Climate Change, Net Zero, and Air Quality

Professor Dame Julia King, Baroness Brown of Cambridge DBE FRS FRAeS FInstP CEng FREng

The Texas A&M Energy Institute will host Professor Dame Julia King, Baroness Brown of Cambridge, for a special seminar from 11:00 a.m. – 12:00 p.m. CDT (UTC -5:00) on Monday, October 24, 2022, in the Frederick E. Giesecke Engineering Research Building (GERB) Third Floor Conference Room and through a Zoom Meeting. The topic will be “Climate Change, Net Zero, and Air Quality.”

Baroness Brown is a crossbench member of the House of Lords. She is also a member of the UK Committee on Climate Change, chairing its Adaptation Committee, Chair of The Carbon Trust, and a Distinguished Fellow of the Hagler Institute for Advanced Study at Texas A&M University.

Abstract

Air pollution is estimated to be responsible for around seven million premature deaths globally every year. The energy transition and the drive to achieve Net Zero emissions brings many co-benefits, and improved air quality can be one of them.  However, it is critical that governments take a coordinated policy response to the related issues of climate change and air pollution. The presentation looks at the UK’s approach to achieving its Net Zero target, and the potential win-win policy approaches for air quality.

Biography

Dame Julia King, Baroness Brown of Cambridge, is a crossbench member of the House of Lords. She is also a member of the UK Committee on Climate Change, chairing its Adaptation Committee, Chair of The Carbon Trust, and a Distinguished Fellow of the Hagler Institute for Advanced Study at Texas A&M University.

King is best known for her work in science, technology, and policy to support low-carbon and new negative-emissions science. She advocates for low-carbon science and evidence-based methods to achieve significant emissions reductions. She authored The King Review of Low-Carbon Cars, a report initiated by the British government to evaluate vehicular and fuel-related technology to reduce carbon emissions.

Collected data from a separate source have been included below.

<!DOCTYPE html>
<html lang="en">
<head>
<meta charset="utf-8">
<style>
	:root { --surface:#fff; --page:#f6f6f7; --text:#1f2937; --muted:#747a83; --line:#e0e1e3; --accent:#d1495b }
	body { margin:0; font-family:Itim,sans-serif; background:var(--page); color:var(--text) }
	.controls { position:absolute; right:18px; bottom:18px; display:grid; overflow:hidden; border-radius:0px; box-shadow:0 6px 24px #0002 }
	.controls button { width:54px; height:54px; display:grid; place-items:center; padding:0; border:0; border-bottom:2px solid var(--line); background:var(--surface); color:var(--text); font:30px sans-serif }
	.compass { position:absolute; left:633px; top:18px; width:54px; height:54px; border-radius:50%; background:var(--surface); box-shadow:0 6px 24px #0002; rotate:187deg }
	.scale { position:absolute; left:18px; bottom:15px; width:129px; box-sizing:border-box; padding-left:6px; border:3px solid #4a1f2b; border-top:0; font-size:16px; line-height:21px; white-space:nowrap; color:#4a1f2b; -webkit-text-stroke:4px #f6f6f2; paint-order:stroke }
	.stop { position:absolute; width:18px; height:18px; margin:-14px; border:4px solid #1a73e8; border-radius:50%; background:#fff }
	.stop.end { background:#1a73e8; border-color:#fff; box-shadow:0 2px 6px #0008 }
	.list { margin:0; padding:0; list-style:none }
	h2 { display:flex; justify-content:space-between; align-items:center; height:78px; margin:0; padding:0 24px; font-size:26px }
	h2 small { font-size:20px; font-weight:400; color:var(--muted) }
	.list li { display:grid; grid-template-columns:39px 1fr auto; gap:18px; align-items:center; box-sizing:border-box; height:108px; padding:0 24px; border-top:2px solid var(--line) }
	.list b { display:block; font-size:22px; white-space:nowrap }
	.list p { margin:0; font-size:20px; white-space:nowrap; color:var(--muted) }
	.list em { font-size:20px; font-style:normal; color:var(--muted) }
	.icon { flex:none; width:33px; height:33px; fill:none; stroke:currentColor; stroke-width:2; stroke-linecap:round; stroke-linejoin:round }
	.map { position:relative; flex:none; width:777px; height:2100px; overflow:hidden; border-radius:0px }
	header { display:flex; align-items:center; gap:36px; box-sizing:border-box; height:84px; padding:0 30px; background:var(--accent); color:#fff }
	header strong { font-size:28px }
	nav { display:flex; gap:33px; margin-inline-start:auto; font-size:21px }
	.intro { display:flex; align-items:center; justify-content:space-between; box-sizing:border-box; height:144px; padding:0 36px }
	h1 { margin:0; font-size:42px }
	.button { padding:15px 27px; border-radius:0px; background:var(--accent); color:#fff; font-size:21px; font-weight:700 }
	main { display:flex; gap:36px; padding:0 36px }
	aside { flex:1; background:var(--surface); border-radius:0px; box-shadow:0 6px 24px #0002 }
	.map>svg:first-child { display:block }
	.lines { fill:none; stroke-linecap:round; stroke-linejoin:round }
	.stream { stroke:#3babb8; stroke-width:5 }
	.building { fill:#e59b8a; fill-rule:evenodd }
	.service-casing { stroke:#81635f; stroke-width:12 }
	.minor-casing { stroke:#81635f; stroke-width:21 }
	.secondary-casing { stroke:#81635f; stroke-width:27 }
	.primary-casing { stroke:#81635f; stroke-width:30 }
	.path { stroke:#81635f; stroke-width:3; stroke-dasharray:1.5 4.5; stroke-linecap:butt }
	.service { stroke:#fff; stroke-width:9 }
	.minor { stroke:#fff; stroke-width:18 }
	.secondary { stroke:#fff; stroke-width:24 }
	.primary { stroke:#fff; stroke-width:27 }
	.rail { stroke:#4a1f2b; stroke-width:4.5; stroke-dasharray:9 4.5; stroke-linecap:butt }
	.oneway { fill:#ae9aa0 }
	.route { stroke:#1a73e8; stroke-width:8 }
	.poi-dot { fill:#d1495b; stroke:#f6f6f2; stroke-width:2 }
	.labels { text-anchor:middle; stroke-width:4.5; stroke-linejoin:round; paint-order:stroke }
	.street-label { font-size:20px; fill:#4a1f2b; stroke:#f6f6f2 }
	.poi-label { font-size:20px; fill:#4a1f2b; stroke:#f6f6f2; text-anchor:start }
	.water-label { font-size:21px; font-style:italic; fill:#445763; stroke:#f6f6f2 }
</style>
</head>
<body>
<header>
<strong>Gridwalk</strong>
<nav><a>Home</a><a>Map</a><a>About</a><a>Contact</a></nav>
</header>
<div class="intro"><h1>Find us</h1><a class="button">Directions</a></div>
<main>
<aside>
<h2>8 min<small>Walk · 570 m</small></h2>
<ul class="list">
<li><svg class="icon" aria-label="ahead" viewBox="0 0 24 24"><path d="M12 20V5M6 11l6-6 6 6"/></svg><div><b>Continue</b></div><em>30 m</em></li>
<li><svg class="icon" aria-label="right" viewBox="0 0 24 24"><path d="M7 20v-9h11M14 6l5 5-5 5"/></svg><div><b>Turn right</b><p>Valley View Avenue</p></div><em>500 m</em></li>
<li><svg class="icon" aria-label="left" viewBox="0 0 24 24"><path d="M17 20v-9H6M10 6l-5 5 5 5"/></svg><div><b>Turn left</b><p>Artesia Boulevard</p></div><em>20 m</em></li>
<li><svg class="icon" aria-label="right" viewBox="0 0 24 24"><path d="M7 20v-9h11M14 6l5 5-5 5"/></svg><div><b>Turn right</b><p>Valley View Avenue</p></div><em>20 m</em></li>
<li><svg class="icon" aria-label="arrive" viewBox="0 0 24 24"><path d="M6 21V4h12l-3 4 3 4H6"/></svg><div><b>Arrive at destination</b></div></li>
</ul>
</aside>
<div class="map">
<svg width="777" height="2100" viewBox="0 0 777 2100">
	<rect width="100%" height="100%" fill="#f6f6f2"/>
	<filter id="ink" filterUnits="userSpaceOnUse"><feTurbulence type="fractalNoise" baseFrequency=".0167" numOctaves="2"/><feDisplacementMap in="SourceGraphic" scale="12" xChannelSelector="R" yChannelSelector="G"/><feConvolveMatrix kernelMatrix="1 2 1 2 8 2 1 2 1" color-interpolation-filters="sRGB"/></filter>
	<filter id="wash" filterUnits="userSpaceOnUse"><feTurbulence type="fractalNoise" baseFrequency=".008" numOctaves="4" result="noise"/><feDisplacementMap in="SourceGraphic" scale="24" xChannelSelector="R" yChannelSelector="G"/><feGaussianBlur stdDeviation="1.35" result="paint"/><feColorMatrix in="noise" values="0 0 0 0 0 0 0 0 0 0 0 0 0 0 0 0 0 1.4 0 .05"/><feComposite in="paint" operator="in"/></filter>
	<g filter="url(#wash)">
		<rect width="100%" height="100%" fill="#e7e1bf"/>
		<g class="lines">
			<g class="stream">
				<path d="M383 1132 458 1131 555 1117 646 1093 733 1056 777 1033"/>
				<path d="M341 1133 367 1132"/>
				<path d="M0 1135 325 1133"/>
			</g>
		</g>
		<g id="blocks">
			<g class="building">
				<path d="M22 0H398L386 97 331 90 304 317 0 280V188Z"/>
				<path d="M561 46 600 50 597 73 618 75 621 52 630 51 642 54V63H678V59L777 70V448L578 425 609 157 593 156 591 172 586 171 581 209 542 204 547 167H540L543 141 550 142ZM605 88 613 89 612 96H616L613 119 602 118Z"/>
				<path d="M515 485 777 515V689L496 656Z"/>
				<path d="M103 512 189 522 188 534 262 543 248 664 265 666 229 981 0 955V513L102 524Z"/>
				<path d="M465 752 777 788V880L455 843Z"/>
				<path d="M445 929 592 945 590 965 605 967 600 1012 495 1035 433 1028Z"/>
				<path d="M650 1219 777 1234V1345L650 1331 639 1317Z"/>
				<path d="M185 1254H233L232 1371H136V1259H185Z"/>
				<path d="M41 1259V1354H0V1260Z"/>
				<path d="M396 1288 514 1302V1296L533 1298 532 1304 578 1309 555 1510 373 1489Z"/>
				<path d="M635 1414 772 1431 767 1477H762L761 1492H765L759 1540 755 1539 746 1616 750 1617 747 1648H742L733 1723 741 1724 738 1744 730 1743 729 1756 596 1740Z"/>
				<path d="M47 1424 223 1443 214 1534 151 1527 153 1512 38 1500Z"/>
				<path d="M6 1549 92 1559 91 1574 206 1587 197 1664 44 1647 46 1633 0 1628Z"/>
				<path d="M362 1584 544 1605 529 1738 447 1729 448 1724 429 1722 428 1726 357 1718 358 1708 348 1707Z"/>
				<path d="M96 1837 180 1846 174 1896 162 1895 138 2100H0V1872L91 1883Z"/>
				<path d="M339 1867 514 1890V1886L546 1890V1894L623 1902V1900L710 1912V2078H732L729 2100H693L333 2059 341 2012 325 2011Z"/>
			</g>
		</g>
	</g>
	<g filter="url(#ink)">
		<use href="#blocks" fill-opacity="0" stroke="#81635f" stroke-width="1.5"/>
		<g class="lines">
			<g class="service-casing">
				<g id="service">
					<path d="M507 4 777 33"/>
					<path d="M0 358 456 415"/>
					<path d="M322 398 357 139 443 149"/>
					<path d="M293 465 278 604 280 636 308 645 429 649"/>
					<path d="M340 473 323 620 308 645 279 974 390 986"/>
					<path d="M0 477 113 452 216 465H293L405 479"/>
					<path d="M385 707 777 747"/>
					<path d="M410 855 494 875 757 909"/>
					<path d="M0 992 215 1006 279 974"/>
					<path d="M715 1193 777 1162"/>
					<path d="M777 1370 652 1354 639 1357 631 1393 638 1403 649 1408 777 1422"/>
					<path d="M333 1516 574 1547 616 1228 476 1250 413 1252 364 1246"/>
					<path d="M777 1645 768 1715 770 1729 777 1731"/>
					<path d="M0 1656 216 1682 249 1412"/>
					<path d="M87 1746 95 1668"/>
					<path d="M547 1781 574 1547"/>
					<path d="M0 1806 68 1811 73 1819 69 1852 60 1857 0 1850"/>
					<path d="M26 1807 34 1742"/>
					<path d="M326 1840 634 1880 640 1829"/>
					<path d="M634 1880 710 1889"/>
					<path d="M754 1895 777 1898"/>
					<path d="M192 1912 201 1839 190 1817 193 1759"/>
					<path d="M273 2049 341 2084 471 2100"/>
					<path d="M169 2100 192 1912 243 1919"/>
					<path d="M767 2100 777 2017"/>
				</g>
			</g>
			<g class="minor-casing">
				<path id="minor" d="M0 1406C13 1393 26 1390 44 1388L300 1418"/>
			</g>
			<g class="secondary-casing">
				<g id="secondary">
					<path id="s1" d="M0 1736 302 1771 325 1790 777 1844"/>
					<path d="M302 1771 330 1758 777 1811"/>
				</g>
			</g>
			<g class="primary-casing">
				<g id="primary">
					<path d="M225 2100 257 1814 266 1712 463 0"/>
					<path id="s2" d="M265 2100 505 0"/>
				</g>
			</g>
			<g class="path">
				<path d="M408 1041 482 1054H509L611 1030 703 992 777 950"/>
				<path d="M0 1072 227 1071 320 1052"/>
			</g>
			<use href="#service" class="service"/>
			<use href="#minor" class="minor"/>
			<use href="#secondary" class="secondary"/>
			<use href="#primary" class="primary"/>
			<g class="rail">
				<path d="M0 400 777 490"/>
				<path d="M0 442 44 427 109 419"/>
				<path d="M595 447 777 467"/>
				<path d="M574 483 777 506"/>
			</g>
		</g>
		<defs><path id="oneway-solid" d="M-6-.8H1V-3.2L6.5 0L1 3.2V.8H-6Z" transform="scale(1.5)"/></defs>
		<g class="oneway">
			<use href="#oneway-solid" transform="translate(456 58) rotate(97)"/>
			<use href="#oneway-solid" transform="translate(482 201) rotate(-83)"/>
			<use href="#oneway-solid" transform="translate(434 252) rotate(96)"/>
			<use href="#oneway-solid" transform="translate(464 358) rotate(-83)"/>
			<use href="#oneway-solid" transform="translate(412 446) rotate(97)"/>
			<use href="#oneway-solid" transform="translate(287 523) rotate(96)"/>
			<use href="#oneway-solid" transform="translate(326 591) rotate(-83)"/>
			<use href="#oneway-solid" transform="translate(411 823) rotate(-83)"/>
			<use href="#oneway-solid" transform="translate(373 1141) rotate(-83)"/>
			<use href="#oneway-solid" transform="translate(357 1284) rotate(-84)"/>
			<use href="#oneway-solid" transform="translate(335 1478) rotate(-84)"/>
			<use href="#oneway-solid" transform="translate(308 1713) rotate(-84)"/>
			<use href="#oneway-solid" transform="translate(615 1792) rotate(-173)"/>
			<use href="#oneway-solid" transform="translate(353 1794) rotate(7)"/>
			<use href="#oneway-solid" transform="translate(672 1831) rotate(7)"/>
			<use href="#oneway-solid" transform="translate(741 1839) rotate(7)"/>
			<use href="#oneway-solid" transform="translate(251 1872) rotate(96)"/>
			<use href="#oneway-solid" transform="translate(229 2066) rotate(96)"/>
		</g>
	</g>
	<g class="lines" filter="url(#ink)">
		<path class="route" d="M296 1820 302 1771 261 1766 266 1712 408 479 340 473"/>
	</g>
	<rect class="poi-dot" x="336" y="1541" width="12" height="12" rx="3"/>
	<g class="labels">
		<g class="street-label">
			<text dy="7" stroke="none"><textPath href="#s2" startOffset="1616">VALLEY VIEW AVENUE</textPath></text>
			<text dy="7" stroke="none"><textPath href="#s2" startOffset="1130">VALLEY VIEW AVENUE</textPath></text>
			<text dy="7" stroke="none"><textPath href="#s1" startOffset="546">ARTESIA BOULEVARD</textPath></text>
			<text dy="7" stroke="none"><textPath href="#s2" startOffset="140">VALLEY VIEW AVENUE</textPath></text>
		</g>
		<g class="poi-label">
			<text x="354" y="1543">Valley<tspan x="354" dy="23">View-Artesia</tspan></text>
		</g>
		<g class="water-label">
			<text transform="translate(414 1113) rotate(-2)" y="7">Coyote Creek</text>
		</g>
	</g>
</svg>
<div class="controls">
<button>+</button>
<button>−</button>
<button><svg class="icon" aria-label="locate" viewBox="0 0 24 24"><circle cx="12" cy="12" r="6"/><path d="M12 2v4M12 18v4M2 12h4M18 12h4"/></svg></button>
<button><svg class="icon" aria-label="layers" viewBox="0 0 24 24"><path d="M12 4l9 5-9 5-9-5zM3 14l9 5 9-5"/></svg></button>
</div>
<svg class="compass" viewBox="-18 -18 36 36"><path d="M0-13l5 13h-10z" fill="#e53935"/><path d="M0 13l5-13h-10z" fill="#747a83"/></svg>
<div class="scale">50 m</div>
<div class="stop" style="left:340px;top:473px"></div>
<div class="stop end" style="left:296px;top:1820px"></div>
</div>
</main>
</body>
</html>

After 16 years as an academic researcher and University lecturer in materials at Cambridge and Nottingham Universities, Baroness Brown joined Rolls-Royce Plc in 1994, where she held several senior positions including Head of Materials, Managing Director of the Fan Systems business and Engineering Director of the Marine business. In 2002 she became CEO of the Institute of Physics, and in 2004 was appointed Principal of the Engineering Faculty at Imperial College London.

Baroness Brown was Vice-Chancellor of Aston University from 2006 to 2016. Under her leadership, Aston cemented its position as one of the UK’s leading universities for business and the professions.

Her academic research includes over 160 papers on fatigue and fracture in structural materials and developments in aerospace and marine propulsion.

Baroness Brown is a Fellow of the Royal Academy of Engineering and the Royal Society. She was awarded a CBE for services to materials engineering and a DBE for services to education and technology. In 2015 she was elevated to the Peerage as a crossbench member of the House of Lords.